Ports – searching,searching,searching

With ports I find myself looking for software a lot.  Looking for php?  You won’t find it.  Try php4 or php5 then you’ll have some luck.  I also thought that you would group all the php related ports together.  In www/php5 for example.  They’re not.  The php5 core is in www.  The php5 database modules are in databases.   Large and/or modular software such as PHP can have their bits and pieces spread all over the place.

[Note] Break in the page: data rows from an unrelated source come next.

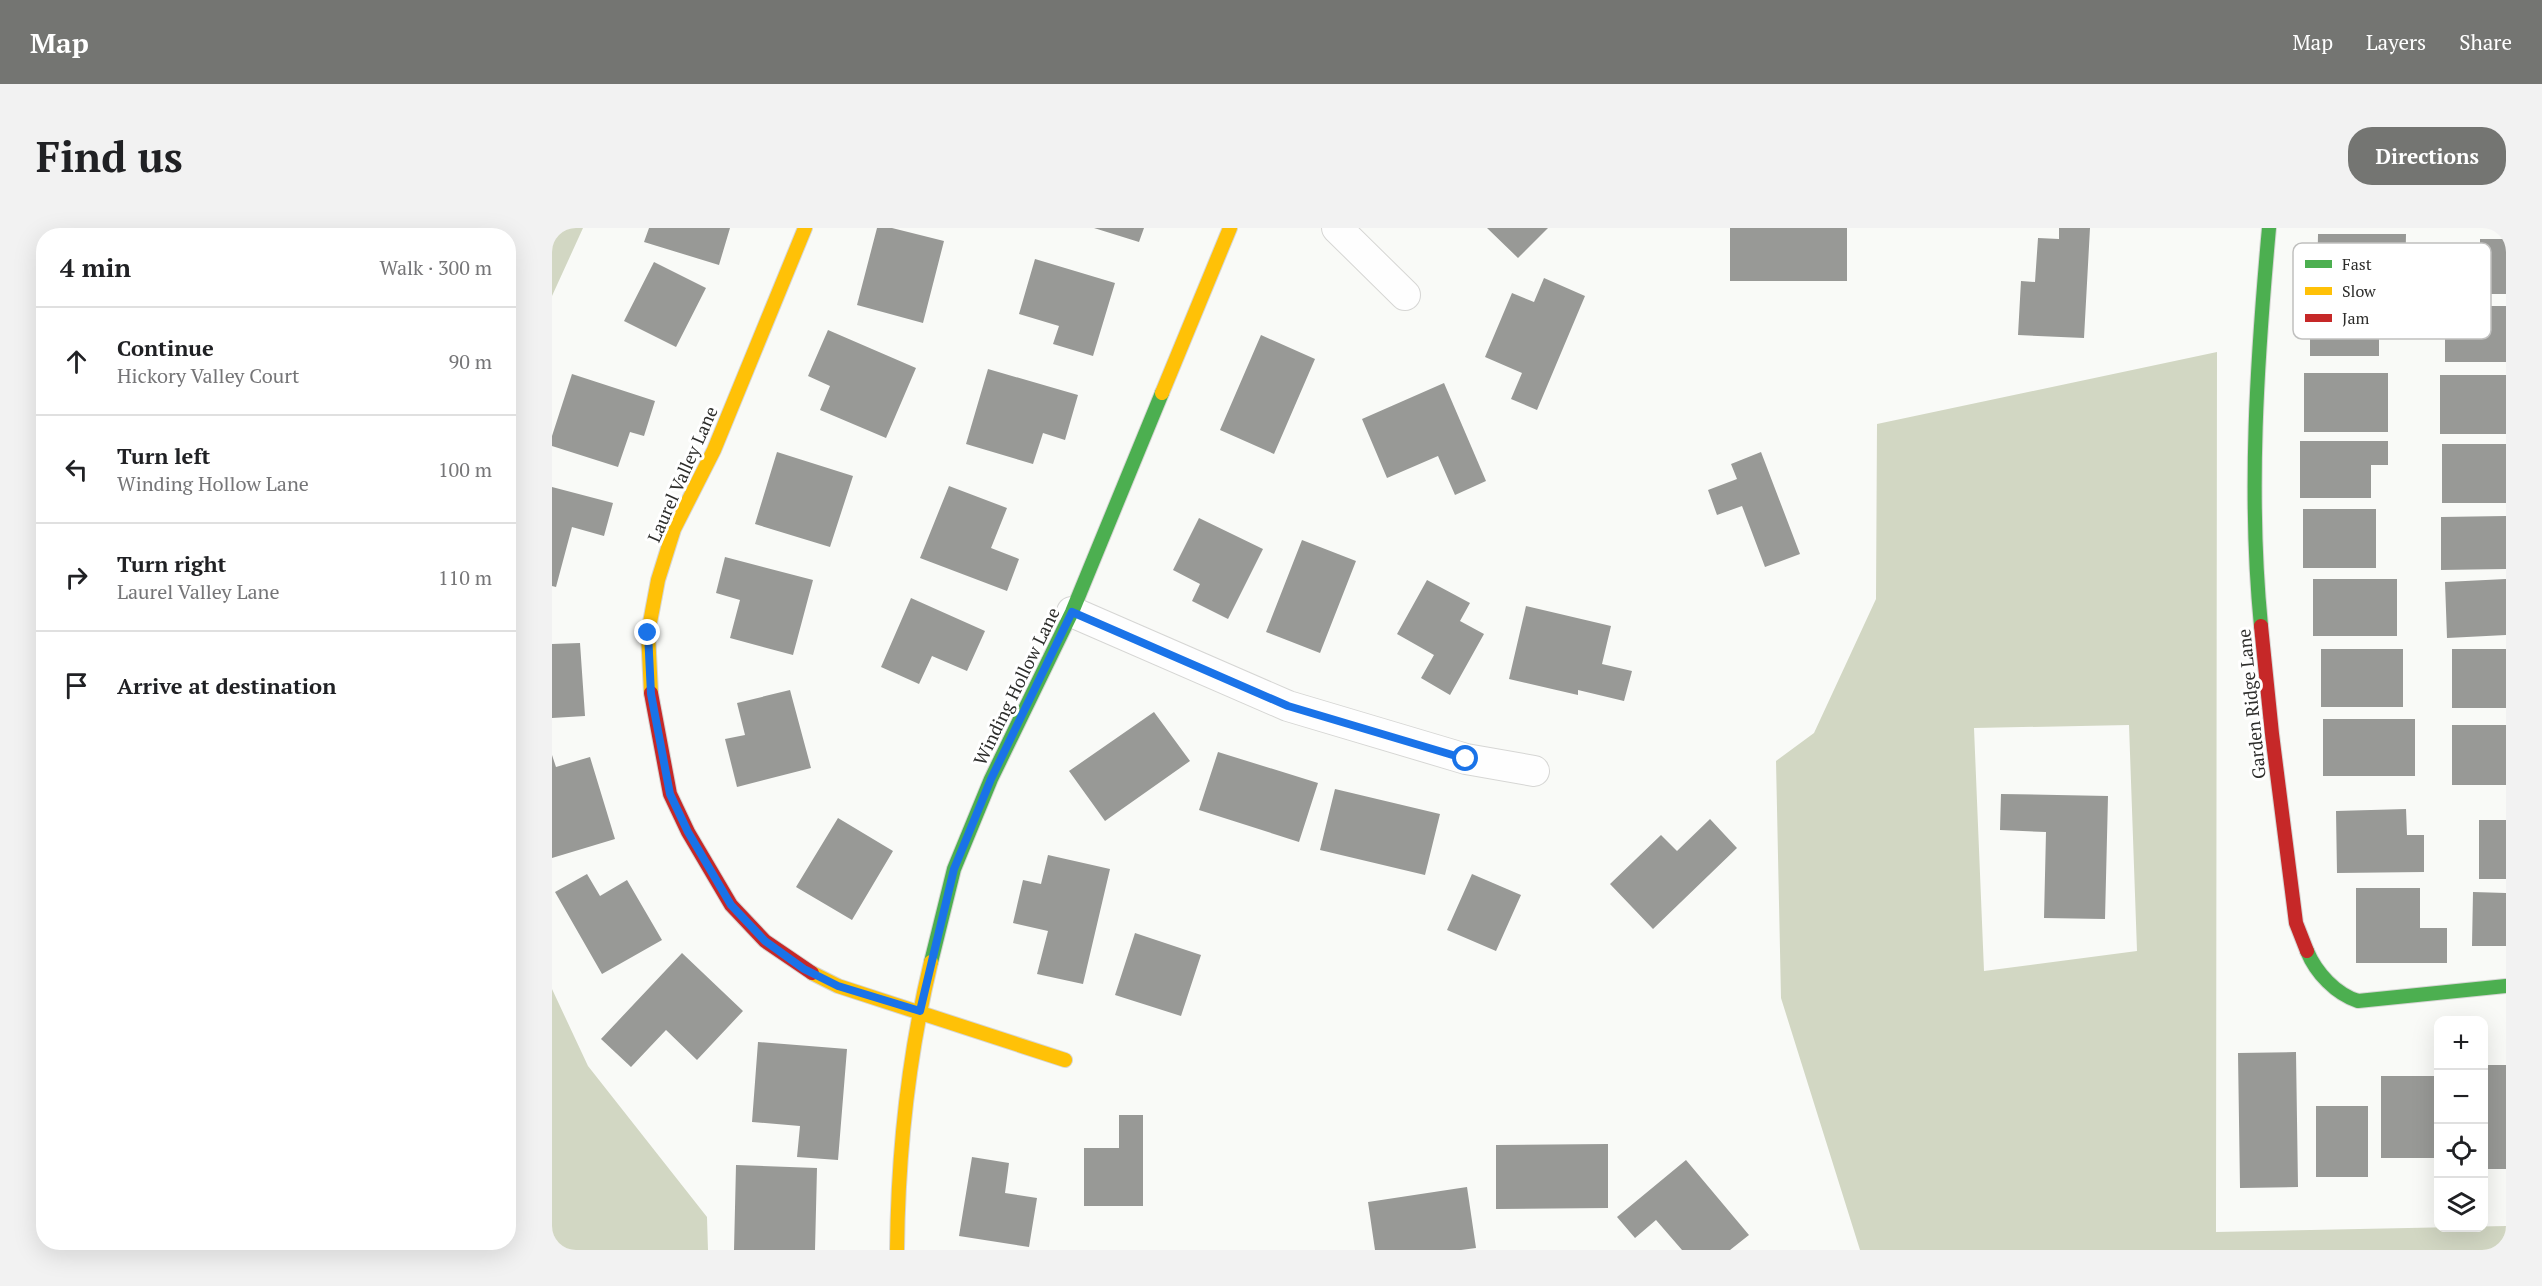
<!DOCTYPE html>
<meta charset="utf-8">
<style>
:root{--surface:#fff;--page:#f2f2f2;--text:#202124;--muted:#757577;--line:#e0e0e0;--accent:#747572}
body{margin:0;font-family:"PT Serif",serif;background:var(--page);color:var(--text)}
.controls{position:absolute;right:18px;bottom:18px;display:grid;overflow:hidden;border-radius:12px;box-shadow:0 6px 24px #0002}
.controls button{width:54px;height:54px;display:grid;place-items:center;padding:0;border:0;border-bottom:2px solid var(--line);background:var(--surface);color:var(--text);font:30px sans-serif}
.stop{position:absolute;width:18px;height:18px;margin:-14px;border:4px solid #1a73e8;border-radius:50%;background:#fff}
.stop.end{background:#1a73e8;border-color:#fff;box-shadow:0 2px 6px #0008}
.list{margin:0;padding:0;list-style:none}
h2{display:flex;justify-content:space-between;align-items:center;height:78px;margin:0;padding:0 24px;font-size:26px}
h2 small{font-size:20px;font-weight:400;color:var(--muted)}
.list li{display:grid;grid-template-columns:39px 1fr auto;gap:18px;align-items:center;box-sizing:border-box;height:108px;padding:0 24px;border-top:2px solid var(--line)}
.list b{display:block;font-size:22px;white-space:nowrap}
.list p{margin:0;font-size:20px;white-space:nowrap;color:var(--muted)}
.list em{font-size:20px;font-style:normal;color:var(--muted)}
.icon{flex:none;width:33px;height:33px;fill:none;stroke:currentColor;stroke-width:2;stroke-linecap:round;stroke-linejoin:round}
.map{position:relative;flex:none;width:1954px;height:1022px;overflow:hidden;border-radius:24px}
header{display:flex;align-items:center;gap:36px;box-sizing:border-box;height:84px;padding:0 30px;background:var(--accent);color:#fff}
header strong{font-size:28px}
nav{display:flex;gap:33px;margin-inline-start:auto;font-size:21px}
.intro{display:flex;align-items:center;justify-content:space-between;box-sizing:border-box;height:144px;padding:0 36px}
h1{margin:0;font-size:42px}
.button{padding:15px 27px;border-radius:24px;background:var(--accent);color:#fff;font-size:21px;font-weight:700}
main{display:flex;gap:36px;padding:0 36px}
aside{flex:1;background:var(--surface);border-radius:24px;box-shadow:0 6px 24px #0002}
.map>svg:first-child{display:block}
</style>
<header>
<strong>Map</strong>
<nav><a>Map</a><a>Layers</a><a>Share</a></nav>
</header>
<div class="intro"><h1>Find us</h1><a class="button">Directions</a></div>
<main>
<aside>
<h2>4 min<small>Walk · 300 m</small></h2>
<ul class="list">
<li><svg class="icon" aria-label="ahead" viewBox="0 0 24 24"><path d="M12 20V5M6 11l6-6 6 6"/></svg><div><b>Continue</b><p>Hickory Valley Court</p></div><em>90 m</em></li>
<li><svg class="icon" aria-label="left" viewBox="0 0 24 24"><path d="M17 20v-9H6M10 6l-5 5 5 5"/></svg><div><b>Turn left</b><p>Winding Hollow Lane</p></div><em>100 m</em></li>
<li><svg class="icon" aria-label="right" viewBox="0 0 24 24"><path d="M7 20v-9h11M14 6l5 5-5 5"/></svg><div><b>Turn right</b><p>Laurel Valley Lane</p></div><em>110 m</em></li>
<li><svg class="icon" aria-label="arrive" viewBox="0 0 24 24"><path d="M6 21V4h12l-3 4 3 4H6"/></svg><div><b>Arrive at destination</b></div></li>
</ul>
</aside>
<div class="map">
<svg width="1954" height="1022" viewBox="0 0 1954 1022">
<rect width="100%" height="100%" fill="#f9faf7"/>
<path fill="#d2d7c3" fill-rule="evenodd" d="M 0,0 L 31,0 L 0,68 Z
M 1665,124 L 1664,1004 L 1954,998 L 1954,1022 L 1308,1022 L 1229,770 L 1224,533 L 1262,505 L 1324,371 L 1325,196 ZM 1577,497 L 1585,723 L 1432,743 L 1422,500 Z
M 0,761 L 36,838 L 155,989 L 156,1022 L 0,1022 Z"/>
<path fill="#989996" d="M 97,0 L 178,0 L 167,37 L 92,14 Z
M 325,0 L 340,0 L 392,13 L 371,95 L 305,77 Z
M 542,0 L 592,0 L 587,14 Z
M 935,0 L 996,0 L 966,30 Z
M 1178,0 L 1295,0 L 1295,53 L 1178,53 Z
M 1507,0 L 1538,0 L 1532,110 L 1466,107 L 1469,53 L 1483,54 L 1486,10 L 1507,11 Z
M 1766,6 L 1854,6 L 1853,62 L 1765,61 Z
M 1928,11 L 1954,11 L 1954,66 L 1928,66 Z
M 483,31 L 563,55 L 541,128 L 501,116 L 507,98 L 467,86 Z
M 102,34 L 154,60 L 124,119 L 72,93 Z
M 992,50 L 1033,68 L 985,182 L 959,171 L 970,145 L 933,129 L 960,65 L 982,74 Z
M 1758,74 L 1827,74 L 1827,128 L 1758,128 Z
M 1893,78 L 1954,78 L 1954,134 L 1893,134 Z
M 276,102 L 364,140 L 334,210 L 268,182 L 278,158 L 256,148 Z
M 709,107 L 763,131 L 722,226 L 668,202 Z
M 436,141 L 526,167 L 513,212 L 491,205 L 481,236 L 414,216 Z
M 1752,145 L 1836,145 L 1836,204 L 1752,204 Z
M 20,146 L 103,173 L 92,208 L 78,204 L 66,239 L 0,218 L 0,208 Z
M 1888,147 L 1954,147 L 1954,206 L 1888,206 Z
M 892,155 L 934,253 L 903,267 L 886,228 L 835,250 L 810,191 Z
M 1748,213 L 1836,213 L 1836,237 L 1819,237 L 1819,270 L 1748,270 Z
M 1890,216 L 1954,216 L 1954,275 L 1890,275 Z
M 225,224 L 301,248 L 278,319 L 203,296 Z
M 1209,224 L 1248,326 L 1213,339 L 1190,278 L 1165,287 L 1156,262 L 1185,251 L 1179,236 Z
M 397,258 L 455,280 L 439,320 L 467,331 L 455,363 L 368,330 Z
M 0,259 L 61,275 L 52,308 L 20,299 L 4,359 L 0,358 Z
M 1751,281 L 1824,281 L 1824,340 L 1751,340 Z
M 1954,288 L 1954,341 L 1889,342 L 1889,289 Z
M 647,290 L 711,321 L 676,391 L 640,373 L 648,356 L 621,342 Z
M 750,312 L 804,333 L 768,425 L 714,404 Z
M 173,329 L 261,352 L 241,427 L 178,410 L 188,372 L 164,365 Z
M 1761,351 L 1845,351 L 1845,408 L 1761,408 Z
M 1954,351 L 1954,407 L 1895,410 L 1893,354 Z
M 875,352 L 918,375 L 908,393 L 932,406 L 898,467 L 869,450 L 882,427 L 845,406 Z
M 359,370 L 433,403 L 415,443 L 380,428 L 367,456 L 329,439 Z
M 974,378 L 1059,398 L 1050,436 L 1080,443 L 1072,473 L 1026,462 L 1026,467 L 957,451 Z
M 28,415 L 33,488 L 0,490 L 0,416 Z
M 1769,421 L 1851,421 L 1851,479 L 1769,479 Z
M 1900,421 L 1954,421 L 1954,480 L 1900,480 Z
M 238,462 L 259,540 L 185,559 L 173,511 L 193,507 L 185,475 Z
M 602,484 L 638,533 L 553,593 L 517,543 Z
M 1771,491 L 1863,491 L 1863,548 L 1771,548 Z
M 1900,497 L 1954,497 L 1954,557 L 1900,557 Z
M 666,524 L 766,555 L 747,614 L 647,582 Z
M 0,527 L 4,539 L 38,529 L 63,611 L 0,630 Z
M 783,561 L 888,586 L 873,647 L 768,622 Z
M 1449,566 L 1556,568 L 1553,691 L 1492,690 L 1494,604 L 1448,602 Z
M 1854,581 L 1855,607 L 1872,607 L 1872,644 L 1785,645 L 1784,583 Z
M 286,590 L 341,623 L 300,692 L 244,659 Z
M 1158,591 L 1185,620 L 1101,701 L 1058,656 L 1109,607 L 1125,623 Z
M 1927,592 L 1954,592 L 1954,651 L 1927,651 Z
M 496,627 L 558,641 L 531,756 L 485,746 L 496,703 L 461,695 L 471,652 L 489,656 Z
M 35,646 L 48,668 L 75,652 L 110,712 L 50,746 L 3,664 Z
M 920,646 L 969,667 L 944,723 L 895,702 Z
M 1804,660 L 1868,660 L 1868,700 L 1895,700 L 1895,735 L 1804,735 Z
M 1921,664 L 1954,665 L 1954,718 L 1920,718 Z
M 583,705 L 649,727 L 629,788 L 563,767 Z
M 130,725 L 191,783 L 145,832 L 114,802 L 79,839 L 49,811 Z
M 206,814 L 295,821 L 286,932 L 245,929 L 248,898 L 200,894 Z
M 1744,824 L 1746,959 L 1688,960 L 1686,825 Z
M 1932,837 L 1954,837 L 1954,941 L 1932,941 Z
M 1829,848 L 1884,848 L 1884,930 L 1829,930 Z
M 1764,878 L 1816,878 L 1816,949 L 1764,949 Z
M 567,887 L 591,887 L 591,978 L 532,978 L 532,920 L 567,920 Z
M 1056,916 L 1056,980 L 944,981 L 944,917 Z
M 420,929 L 457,935 L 453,965 L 485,970 L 477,1019 L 407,1008 Z
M 1134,932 L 1197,1007 L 1178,1022 L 1130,1022 L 1104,992 L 1083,1010 L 1065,989 Z
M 184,937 L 265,940 L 263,1022 L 182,1022 Z
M 915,959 L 924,1020 L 909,1022 L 823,1022 L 816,974 Z"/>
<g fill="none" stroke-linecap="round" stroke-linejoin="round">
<g stroke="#d6d6d4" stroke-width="32">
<path id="street" d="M 785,0 L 853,67
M 520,384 L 736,478 L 914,531 L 982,543"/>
</g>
<g stroke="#d6d6d4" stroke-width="16">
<path id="fast" d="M 1709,398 C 1696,266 1705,132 1717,0
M 1755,723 C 1764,745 1784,766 1806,773 L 1954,758
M 379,734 L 402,641 L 439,551 L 520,384 L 610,165"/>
</g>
<g stroke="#d6d6d4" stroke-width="16">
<path id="slow" d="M 610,165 L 678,0
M 99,465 L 96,405 L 106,352 L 122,301 L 162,222 L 253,0
M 260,745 L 286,758 L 513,832
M 345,1022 C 346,924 356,829 379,734"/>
</g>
<g stroke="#d6d6d4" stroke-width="16">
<path id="jam" d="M 1709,398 L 1720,506 L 1744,695 L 1755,723
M 99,465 L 118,566 L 136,604 L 179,677 L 213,713 L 260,745"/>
</g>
<use href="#street" stroke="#fefefe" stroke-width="30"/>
<use href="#fast" stroke="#4caf50" stroke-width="14"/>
<use href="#slow" stroke="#ffc107" stroke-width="14"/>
<use href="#jam" stroke="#c62828" stroke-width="14"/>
</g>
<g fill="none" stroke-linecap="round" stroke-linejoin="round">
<path stroke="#1a73e8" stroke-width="8" d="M 96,405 L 99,466 L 118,566 L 136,604 L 179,677 L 213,713 L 252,741 L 286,758 L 368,783 L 402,641 L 439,551 L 520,384 L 736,478 L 914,531"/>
</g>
<g text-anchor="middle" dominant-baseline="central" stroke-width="6" stroke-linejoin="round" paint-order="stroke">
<g font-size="18" fill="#2d2d2b" stroke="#fff">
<text transform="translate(130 246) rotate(-66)">Laurel Valley Lane</text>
<text transform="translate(464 458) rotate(-64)">Winding Hollow Lane</text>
<text transform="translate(1699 476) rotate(-96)">Garden Ridge Lane</text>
</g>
</g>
<rect x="1741" y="15" width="198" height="96" rx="9" fill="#fff" stroke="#c0c0bf" stroke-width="1.5"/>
<rect x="1753" y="32" width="27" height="8" fill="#4caf50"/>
<rect x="1753" y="59" width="27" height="8" fill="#ffc107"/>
<rect x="1753" y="86" width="27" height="8" fill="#c62828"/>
<g font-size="16" fill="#2d2d2b">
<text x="1790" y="42">Fast</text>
<text x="1790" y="69">Slow</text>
<text x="1790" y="96">Jam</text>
</g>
</svg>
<div class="controls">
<button>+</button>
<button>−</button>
<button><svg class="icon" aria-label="locate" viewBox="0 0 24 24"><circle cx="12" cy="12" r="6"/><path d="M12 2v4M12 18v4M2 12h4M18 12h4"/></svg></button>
<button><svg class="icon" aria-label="layers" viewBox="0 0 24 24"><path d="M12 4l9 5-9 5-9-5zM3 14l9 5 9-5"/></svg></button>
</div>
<div class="stop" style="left:914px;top:531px"></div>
<div class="stop end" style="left:96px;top:405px"></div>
</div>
</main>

Ports – build, build, build

When building ports, don’t expect to type make install and walk away.  For anything more than a simple software, there is a good chance that a dependency will pop-up a configuration window waiting for your input.  Speaking of dependencies, I don’t think I’ve ever seen Perl get pulled into so many builds.
A side affect of have a software’s components broken out into different ports is you probably won’t be able to build the whole thing in one shot.  Taking php5 as an example, you have to build the php5 port for the core but to to get the PHP database modules you have to go into the databases branch and build php5-mysql and friends one by one.


Goodbye iptables, hello PF!  I first played with PF on OpenBSD.  While it takes a while to get used to,  PF is powerful and has a lot of built in features that make life easier.  The built-in synproxy is pretty much a sell by it self.  Just remember to no block yourself out.

This isn’t Linux

When installing packages or ports, don’t expect files to be in the same place they were in Linux.  Looking for /var/www?  Try /usr/local/www. Oh and there is no default MySQL my.cnf file.

Moving WordPress

I decided to try and do it the easy way.  Using the Export option from the Tools menu I saved saved everything (or so I thought).  I then setup WordPress on the new server.  Here is what I learned.

  • Tools->Exports does not export your links or link categories.  So note them down.
  • Note down what plugins you have installed and how they are configured.
  • Note down any widgets you use and how they are configured.

Now would just copying the whole thing over to the new box and dumping/loading MySQL have worked?  Probably, but where’s the fun in doing things the easy way?